A obstrução intestinal do delgado no pós-operatório precoce (<30 dias) é frequentemente causada por íleo adinâmico ou aderências leves, e a maioria dos casos responde bem ao tratamento conservador, como descompressão nasogástrica e hidratação. A cirurgia é reservada para falha do tratamento clínico ou sinais de complicação.
A obstrução intestinal do delgado é uma condição cirúrgica comum, com etiologias variadas. É fundamental para o residente compreender as causas, a fisiopatologia e as abordagens terapêuticas, especialmente no contexto pós-operatório. As aderências pós-cirúrgicas são, de fato, a causa mais frequente de obstrução mecânica do intestino delgado, seguidas por hérnias e, em menor proporção, neoplasias. O íleo adinâmico, ou paralítico, é uma condição em que há uma disfunção da motilidade intestinal sem obstrução mecânica, e suas causas são diversas, incluindo dor, trauma, urolitíase e pancreatite. A dor aguda intensa, especialmente se acompanhada de sinais de peritonite ou instabilidade hemodinâmica, deve levantar a suspeita de isquemia intestinal ou obstrução em alça fechada, que são emergências cirúrgicas. Por outro lado, uma dor mais insidiosa e progressiva pode sugerir uma etiologia neoplásica. Um ponto crucial para a prática e para as provas é o manejo da obstrução intestinal pós-operatória precoce (geralmente definida como ocorrendo em até 30 dias após a cirurgia abdominal). Ao contrário do que se poderia pensar, a maioria desses casos é manejada de forma conservadora, com descompressão nasogástrica, hidratação venosa e observação. A intervenção cirúrgica é reservada para pacientes que não melhoram com o tratamento conservador ou que desenvolvem sinais de complicação, como isquemia ou perfuração.
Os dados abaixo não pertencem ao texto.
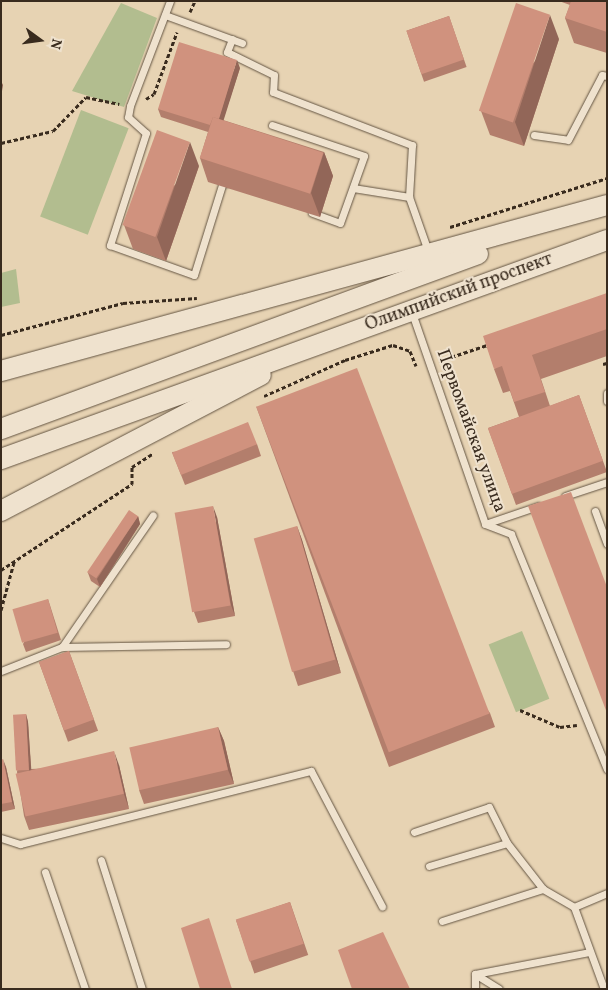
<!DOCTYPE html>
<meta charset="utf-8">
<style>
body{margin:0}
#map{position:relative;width:608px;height:990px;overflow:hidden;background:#e7d3b3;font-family:Vollkorn,serif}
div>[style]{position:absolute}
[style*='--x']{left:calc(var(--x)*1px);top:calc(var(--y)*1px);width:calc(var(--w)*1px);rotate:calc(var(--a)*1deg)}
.green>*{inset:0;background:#b2bd8f;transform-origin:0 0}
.path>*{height:3px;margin-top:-1.5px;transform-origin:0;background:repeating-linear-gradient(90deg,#392b1e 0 4px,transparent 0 6.5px)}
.roads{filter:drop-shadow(0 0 1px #645543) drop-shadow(0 0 1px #645543)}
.service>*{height:7px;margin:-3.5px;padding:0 3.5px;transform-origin:3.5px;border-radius:3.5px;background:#efe2ce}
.secondary>*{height:20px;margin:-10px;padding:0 10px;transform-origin:10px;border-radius:10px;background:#efe2ce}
.wall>*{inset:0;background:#b37e6c;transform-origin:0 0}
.shaded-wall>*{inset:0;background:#926658}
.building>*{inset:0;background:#d0927e;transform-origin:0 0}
span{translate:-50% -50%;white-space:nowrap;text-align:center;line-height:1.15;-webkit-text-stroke:4px #efe2ce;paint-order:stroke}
.street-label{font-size:18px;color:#392b1e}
.frame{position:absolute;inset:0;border:2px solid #392b1e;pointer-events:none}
.north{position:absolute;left:15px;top:15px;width:50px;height:50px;-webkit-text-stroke:4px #efe2ce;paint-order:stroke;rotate:104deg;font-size:14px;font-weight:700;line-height:20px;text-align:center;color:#392b1e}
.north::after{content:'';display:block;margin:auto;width:18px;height:22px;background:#392b1e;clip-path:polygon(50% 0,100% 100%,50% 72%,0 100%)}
</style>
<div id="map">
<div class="green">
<div style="clip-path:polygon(121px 3px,157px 18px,124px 107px,72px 91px)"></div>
<div style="left:81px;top:110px;width:51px;height:114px;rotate:21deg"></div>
<div style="clip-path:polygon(16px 269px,20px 303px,1px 307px,1px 273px)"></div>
<div style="left:522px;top:631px;width:73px;height:36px;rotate:68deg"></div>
</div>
<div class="path">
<div style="--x:190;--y:12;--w:12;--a:-66"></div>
<div style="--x:146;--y:99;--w:9;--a:-32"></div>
<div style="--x:154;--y:94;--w:66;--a:-69.6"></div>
<div style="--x:1;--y:143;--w:53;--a:-13"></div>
<div style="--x:53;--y:131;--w:47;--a:-45.9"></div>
<div style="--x:86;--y:97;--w:34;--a:12"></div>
<div style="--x:450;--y:227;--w:164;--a:-17.3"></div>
<div style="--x:1;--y:335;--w:126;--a:-14.7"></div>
<div style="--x:123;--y:303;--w:74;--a:-3.9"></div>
<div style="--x:439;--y:361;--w:54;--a:-18.4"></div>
<div style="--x:603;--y:364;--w:4;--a:-14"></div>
<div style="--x:264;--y:396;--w:89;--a:-24"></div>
<div style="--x:345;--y:360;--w:50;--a:-17.4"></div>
<div style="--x:393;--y:345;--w:18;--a:19"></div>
<div style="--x:410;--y:351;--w:16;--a:68"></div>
<div style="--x:1;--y:570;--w:157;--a:-33.3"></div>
<div style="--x:132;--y:484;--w:17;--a:-90"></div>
<div style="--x:132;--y:467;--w:24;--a:-33"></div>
<div style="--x:1;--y:610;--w:50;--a:-74.8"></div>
<div style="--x:520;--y:710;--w:43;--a:23"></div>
<div style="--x:560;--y:727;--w:17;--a:-7"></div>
</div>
<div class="roads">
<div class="service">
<div style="--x:170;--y:1;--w:112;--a:110.9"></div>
<div style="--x:130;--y:106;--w:11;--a:100"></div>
<div style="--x:128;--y:117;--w:24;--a:42"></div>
<div style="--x:146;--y:133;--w:118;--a:107.8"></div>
<div style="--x:110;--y:245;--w:89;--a:19.7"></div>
<div style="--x:194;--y:275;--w:97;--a:-72.7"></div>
<div style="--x:223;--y:182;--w:4;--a:14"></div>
<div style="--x:165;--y:15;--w:82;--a:20"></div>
<div style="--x:232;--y:39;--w:14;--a:111"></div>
<div style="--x:227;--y:52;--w:52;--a:26.1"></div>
<div style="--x:274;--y:75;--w:17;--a:93"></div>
<div style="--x:273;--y:92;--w:149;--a:20.9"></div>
<div style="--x:412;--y:145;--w:52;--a:93.3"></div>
<div style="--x:272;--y:125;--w:97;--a:18.6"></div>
<div style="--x:364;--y:156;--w:71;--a:109.7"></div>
<div style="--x:340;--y:223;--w:30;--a:-160"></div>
<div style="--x:534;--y:135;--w:34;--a:8"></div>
<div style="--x:568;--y:140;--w:73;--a:-62.4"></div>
<div style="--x:602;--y:75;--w:5;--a:11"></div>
<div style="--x:353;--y:188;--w:57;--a:9.1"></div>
<div style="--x:409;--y:197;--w:57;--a:70.6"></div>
<div style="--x:412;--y:313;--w:223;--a:70.9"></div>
<div style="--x:485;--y:524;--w:28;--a:21"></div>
<div style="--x:511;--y:534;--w:254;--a:67.8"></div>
<div style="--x:607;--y:393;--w:8;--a:90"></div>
<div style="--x:565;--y:496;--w:44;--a:-18.4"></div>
<div style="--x:595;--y:511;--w:35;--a:70"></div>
<div style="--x:485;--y:524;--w:56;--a:-18.8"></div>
<div style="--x:62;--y:647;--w:160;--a:-55.4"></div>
<div style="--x:1;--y:671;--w:66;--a:-21.5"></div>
<div style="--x:62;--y:647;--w:164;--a:-1"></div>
<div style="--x:414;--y:832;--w:79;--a:-18.4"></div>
<div style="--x:489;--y:807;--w:40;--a:63.4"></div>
<div style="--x:1;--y:838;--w:20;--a:18"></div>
<div style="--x:20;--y:844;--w:300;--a:-14.1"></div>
<div style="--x:311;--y:771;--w:153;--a:62.3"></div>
<div style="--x:101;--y:860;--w:135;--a:72.4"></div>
<div style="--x:429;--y:866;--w:81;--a:-16.4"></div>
<div style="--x:507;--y:843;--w:58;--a:52"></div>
<div style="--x:45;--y:872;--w:124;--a:71.1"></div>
<div style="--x:442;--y:921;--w:106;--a:-17.6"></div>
<div style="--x:543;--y:889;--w:36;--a:30"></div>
<div style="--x:475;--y:974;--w:28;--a:32"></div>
<div style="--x:475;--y:989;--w:15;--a:-90"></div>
<div style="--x:475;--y:974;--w:116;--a:-10.9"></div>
<div style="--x:604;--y:989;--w:87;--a:-110.1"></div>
<div style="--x:574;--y:907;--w:36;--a:-23"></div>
</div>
<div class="secondary">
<div style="--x:1;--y:371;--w:628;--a:-15.32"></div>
<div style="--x:1;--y:429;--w:508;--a:-20.15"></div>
<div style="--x:1;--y:459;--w:644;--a:-19.87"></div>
<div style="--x:1;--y:511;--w:293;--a:-27.6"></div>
</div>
</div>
<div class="wall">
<div style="clip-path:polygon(559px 1px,607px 1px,607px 53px,574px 43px,565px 18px,570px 5px)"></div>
<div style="left:449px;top:16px;width:54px;height:45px;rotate:71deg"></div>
<div style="clip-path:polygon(559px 39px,524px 146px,490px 135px,481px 111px)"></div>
<div style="clip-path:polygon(240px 68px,223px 120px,324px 152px,333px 176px,320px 217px,208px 182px,200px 158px,208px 132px,161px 117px,158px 109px)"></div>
<div style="clip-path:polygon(199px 166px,166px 261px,133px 249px,124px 225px)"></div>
<div style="clip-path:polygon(607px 293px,607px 356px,541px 379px,550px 406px,579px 395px,607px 472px,516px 505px,488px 428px,519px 417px,510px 391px,503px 393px,494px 369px)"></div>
<div style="clip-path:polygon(256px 406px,490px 713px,495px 727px,389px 767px)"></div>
<div style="clip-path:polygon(257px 444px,261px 456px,185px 485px,172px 452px)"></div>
<div style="clip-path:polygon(138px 516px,140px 524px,100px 587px,91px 581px,88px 573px)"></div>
<div style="clip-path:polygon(217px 517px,235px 616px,198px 623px,194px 612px)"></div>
<div style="clip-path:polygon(297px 526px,302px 540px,341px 673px,298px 686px,293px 671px)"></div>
<div style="clip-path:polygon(48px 599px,61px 640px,26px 652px,23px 644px)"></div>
<div style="left:69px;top:651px;width:85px;height:32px;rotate:70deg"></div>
<div style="clip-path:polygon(26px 714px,28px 722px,31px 769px,119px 765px,129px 809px,29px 830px,24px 816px,17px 772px)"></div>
<div style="clip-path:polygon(218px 727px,224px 741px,234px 784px,144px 804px,139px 790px)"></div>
<div style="clip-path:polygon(1px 760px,6px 767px,15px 809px,1px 812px)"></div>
<div style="left:290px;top:902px;width:56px;height:57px;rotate:71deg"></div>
</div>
<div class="shaded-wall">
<div style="clip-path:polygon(550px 15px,559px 39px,524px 146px,515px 122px)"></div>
<div style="clip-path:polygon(237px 60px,240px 68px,219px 135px,216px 127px)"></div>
<div style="clip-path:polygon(1px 81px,3px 85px,1px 97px)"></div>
<div style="clip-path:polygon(190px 142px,199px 166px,166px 261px,157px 237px)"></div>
<div style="clip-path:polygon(324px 152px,333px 176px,320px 217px,311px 193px)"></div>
<div style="clip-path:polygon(213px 506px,217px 517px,235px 616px,231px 605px)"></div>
<div style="clip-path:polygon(138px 516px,140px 524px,100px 587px,97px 579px)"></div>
<div style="clip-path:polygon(297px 526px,302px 540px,341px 673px,336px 659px)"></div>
<div style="clip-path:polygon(26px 714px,28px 722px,32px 780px,29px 773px)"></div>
<div style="clip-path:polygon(218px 727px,224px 741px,234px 784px,228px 770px)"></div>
<div style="clip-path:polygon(114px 751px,119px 765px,129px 809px,124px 794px)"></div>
<div style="clip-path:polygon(3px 759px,6px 767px,15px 809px,12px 802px)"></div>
</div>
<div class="building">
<div style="clip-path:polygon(571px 1px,607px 1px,607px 32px,565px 18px)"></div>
<div style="left:516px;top:3px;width:36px;height:114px;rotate:19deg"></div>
<div style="left:449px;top:16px;width:46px;height:45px;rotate:71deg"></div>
<div style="clip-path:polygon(179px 42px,237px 60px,219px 119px,213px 117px,210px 125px,158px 109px)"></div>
<div style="left:213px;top:117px;width:116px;height:43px;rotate:18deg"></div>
<div style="left:157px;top:130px;width:35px;height:101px;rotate:20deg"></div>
<div style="clip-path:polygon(607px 293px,607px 329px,532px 355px,545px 392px,514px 402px,502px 366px,494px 369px,483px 336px)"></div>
<div style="left:357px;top:368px;width:370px;height:108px;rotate:69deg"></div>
<div style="left:579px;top:395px;width:70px;height:97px;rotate:70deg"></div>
<div style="left:248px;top:422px;width:24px;height:82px;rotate:68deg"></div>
<div style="clip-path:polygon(571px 492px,607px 587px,607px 713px,528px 506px)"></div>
<div style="left:213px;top:506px;width:101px;height:39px;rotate:80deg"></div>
<div style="left:129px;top:510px;width:11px;height:75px;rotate:34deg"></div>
<div style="left:297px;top:526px;width:139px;height:45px;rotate:74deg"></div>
<div style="left:48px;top:599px;width:35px;height:37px;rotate:74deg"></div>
<div style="left:69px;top:651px;width:73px;height:32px;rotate:70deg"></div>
<div style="left:26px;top:714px;width:56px;height:13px;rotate:87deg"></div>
<div style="left:218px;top:727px;width:44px;height:91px;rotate:77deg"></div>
<div style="left:114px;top:751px;width:44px;height:101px;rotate:77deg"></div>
<div style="clip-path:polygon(3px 759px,12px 802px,1px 804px,1px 760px)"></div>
<div style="left:290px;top:902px;width:44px;height:57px;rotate:72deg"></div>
<div style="clip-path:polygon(209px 918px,232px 989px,200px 989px,181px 928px)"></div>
<div style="clip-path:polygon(383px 932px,410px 989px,352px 989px,338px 950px)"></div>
</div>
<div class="street-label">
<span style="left:459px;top:293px;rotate:-20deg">Олимпийский проспект</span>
<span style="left:470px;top:431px;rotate:70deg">Первомайская улица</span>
</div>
<div class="frame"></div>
<div class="north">N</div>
</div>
A compreensão dessa abordagem evita cirurgias desnecessárias e otimiza o cuidado ao paciente.
O íleo adinâmico, ou paralítico, pode ser causado por dor intensa, trauma cirúrgico, urolitíase, pancreatite, peritonite, distúrbios eletrolíticos (hipocalemia) e uso de opioides, levando à diminuição da motilidade intestinal.
As aderências pós-cirúrgicas são a causa mais comum de obstrução do intestino delgado, seguidas por hérnias encarceradas (inguinais, umbilicais, incisionais) e, menos frequentemente, neoplasias ou corpos estranhos.
A cirurgia é indicada se houver sinais de isquemia intestinal (dor intensa, febre, leucocitose, acidose metabólica), perfuração, ou se o tratamento conservador (descompressão nasogástrica, hidratação) falhar após um período adequado de observação.